#### RECORDS SUPPLIED ####

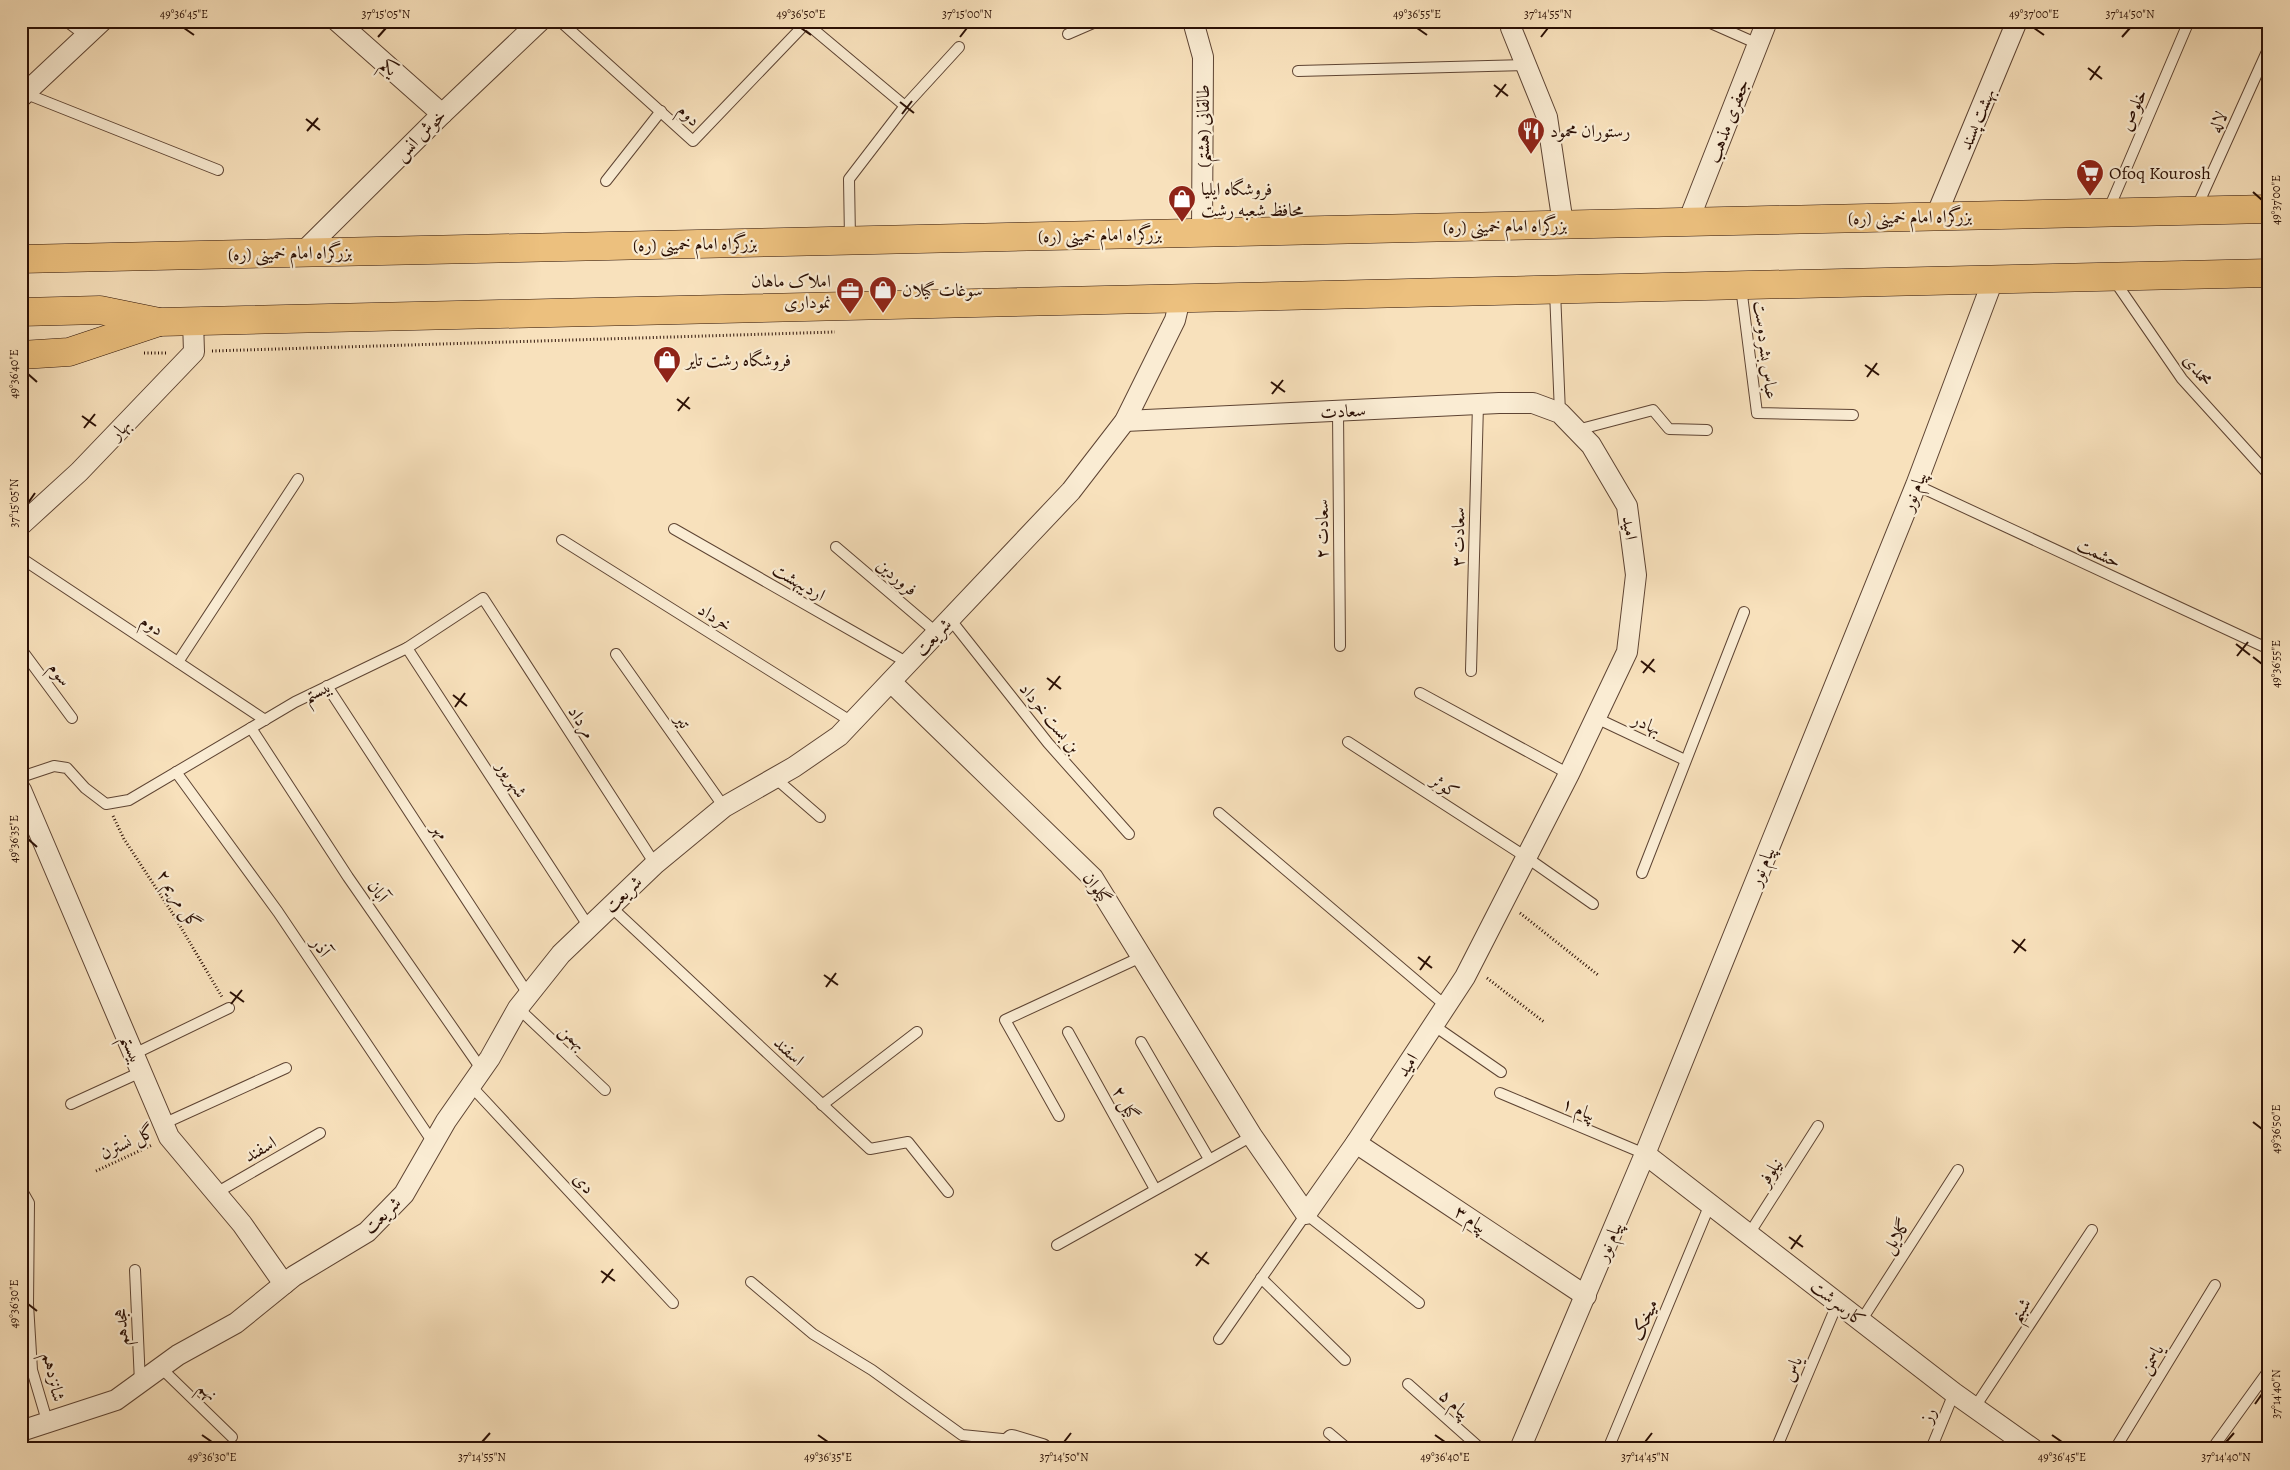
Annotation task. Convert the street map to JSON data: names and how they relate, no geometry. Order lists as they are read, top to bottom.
{
  "streets": {
    "highway": ["بزرگراه امام خمینی (ره)"],
    "street": [
      "یکم",
      "بهشت پسند",
      "جعفری مذهب",
      "طالقانی (هشتم)",
      "خوش انس",
      "سعادت",
      "بهار",
      "پیام نور",
      "امید",
      "شریعت",
      "بیستم",
      "گیلوان",
      "پیام ۳",
      "کارسرشت"
    ],
    "lane": [
      "خلوص",
      "دوم",
      "لاله",
      "عباس بشردوست",
      "محمدی",
      "سعادت ۲",
      "سعادت ۳",
      "حشمت",
      "فروردین",
      "اردیبهشت",
      "خرداد",
      "سوم",
      "بن بست خرداد",
      "تیر",
      "مرداد",
      "بهادر",
      "شهریور",
      "کوثر",
      "مهر",
      "آبان",
      "آذر",
      "بهمن",
      "اسفند",
      "گیل ۲",
      "پیام ۱",
      "نیلوفر",
      "دی",
      "گلایل",
      "شبنم",
      "میخک",
      "هجدهم",
      "یاسمن",
      "یاس",
      "شانزدهم",
      "نهم",
      "پیام ۵",
      "رز"
    ],
    "path": ["گل مریم ۲", "گل نسترن"]
  },
  "crossings": [
    ["یکم", "خوش انس"],
    ["خلوص", "بزرگراه امام خمینی (ره)"],
    ["دوم", "بیستم"],
    ["بهشت پسند", "بزرگراه امام خمینی (ره)"],
    ["جعفری مذهب", "بزرگراه امام خمینی (ره)"],
    ["لاله", "بزرگراه امام خمینی (ره)"],
    ["طالقانی (هشتم)", "بزرگراه امام خمینی (ره)"],
    ["خوش انس", "بزرگراه امام خمینی (ره)"],
    ["سعادت", "امید"],
    ["سعادت", "سعادت ۲"],
    ["سعادت", "سعادت ۳"],
    ["سعادت", "شریعت"],
    ["پیام نور", "حشمت"],
    ["پیام نور", "پیام ۱"],
    ["پیام نور", "پیام ۳"],
    ["پیام نور", "کارسرشت"],
    ["امید", "بهادر"],
    ["امید", "کوثر"],
    ["امید", "گیلوان"],
    ["امید", "پیام ۳"],
    ["فروردین", "شریعت"],
    ["فروردین", "بن بست خرداد"],
    ["اردیبهشت", "شریعت"],
    ["خرداد", "شریعت"],
    ["شریعت", "بیستم"],
    ["شریعت", "بن بست خرداد"],
    ["شریعت", "تیر"],
    ["شریعت", "مرداد"],
    ["شریعت", "شهریور"],
    ["شریعت", "مهر"],
    ["شریعت", "گیلوان"],
    ["شریعت", "آبان"],
    ["شریعت", "آذر"],
    ["شریعت", "بهمن"],
    ["شریعت", "اسفند"],
    ["شریعت", "دی"],
    ["شریعت", "هجدهم"],
    ["شریعت", "شانزدهم"],
    ["شریعت", "نهم"],
    ["بیستم", "مرداد"],
    ["بیستم", "شهریور"],
    ["بیستم", "مهر"],
    ["بیستم", "آبان"],
    ["بیستم", "گل مریم ۲"],
    ["بیستم", "آذر"],
    ["بیستم", "اسفند"],
    ["بیستم", "گل نسترن"],
    ["مهر", "بهمن"],
    ["آبان", "دی"],
    ["پیام ۱", "کارسرشت"],
    ["نیلوفر", "کارسرشت"],
    ["گلایل", "کارسرشت"],
    ["کارسرشت", "شبنم"],
    ["کارسرشت", "میخک"],
    ["کارسرشت", "یاس"],
    ["کارسرشت", "رز"]
  ],
  "places": {
    "restaurant": ["رستوران محمود"],
    "supermarket": ["Ofoq Kourosh"],
    "shop": ["فروشگاه ایلیا محافظ شعبه رشت", "سوغات گیلان", "فروشگاه رشت تاير"],
    "office": ["املاک ماهان نموداری"]
  },
  "coordinates": [
    "49°36'45\"E",
    "37°15'05\"N",
    "49°36'50\"E",
    "37°15'00\"N",
    "49°36'55\"E",
    "37°14'55\"N",
    "49°37'00\"E",
    "37°14'50\"N",
    "49°36'40\"E",
    "49°36'35\"E",
    "49°36'30\"E",
    "37°14'40\"N",
    "37°14'45\"N"
  ]
}
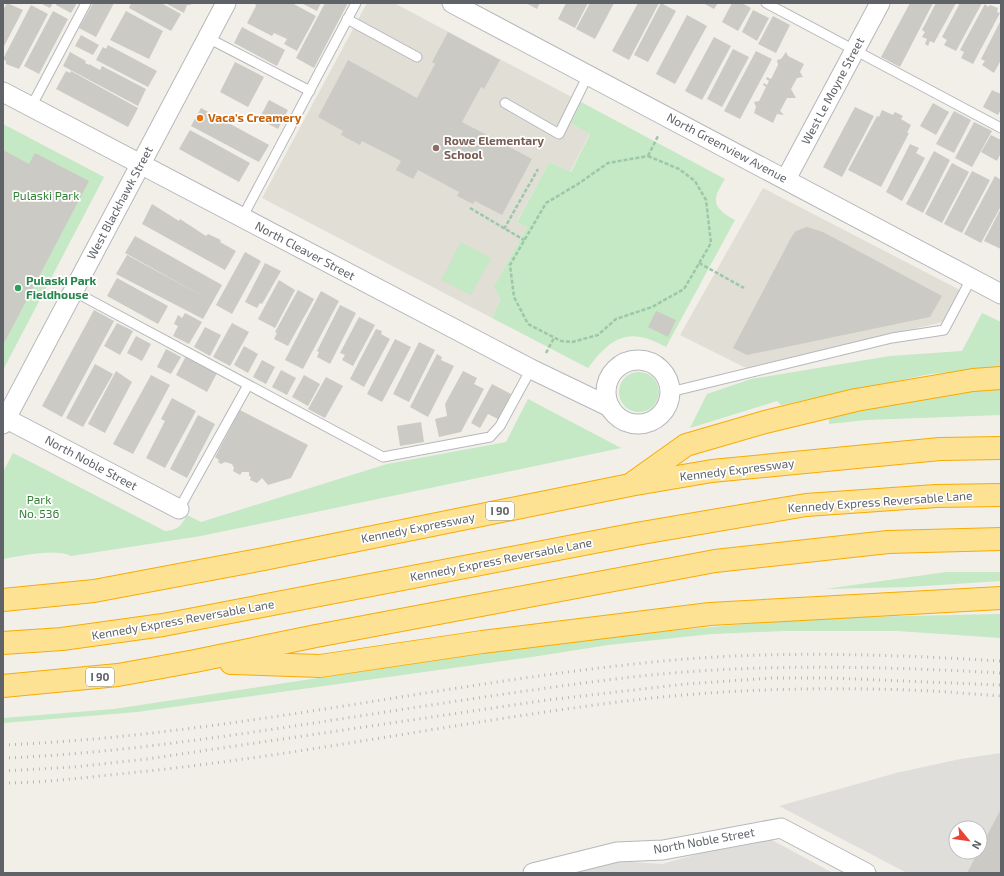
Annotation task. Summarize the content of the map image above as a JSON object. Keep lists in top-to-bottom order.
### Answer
{
  "streets": {
    "highway": ["Kennedy Expressway", "Kennedy Express Reversable Lane", "I 90"],
    "street": [
      "West Le Moyne Street",
      "North Greenview Avenue",
      "West Blackhawk Street",
      "North Cleaver Street",
      "North Noble Street"
    ]
  },
  "crossings": [
    ["West Le Moyne Street", "North Greenview Avenue"],
    ["West Blackhawk Street", "North Cleaver Street"],
    ["West Blackhawk Street", "North Noble Street"]
  ],
  "parks": ["Pulaski Park", "Park No. 536"],
  "places": ["Vaca's Creamery", "Rowe Elementary School", "Pulaski Park Fieldhouse"],
  "north": "bottom right"
}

####

EXERCISE GOAL ->
From the records above, pull every line that carries the word "Greenview".

SOLUTION TO THE EXERCISE ->
      "North Greenview Avenue",
    ["West Le Moyne Street", "North Greenview Avenue"],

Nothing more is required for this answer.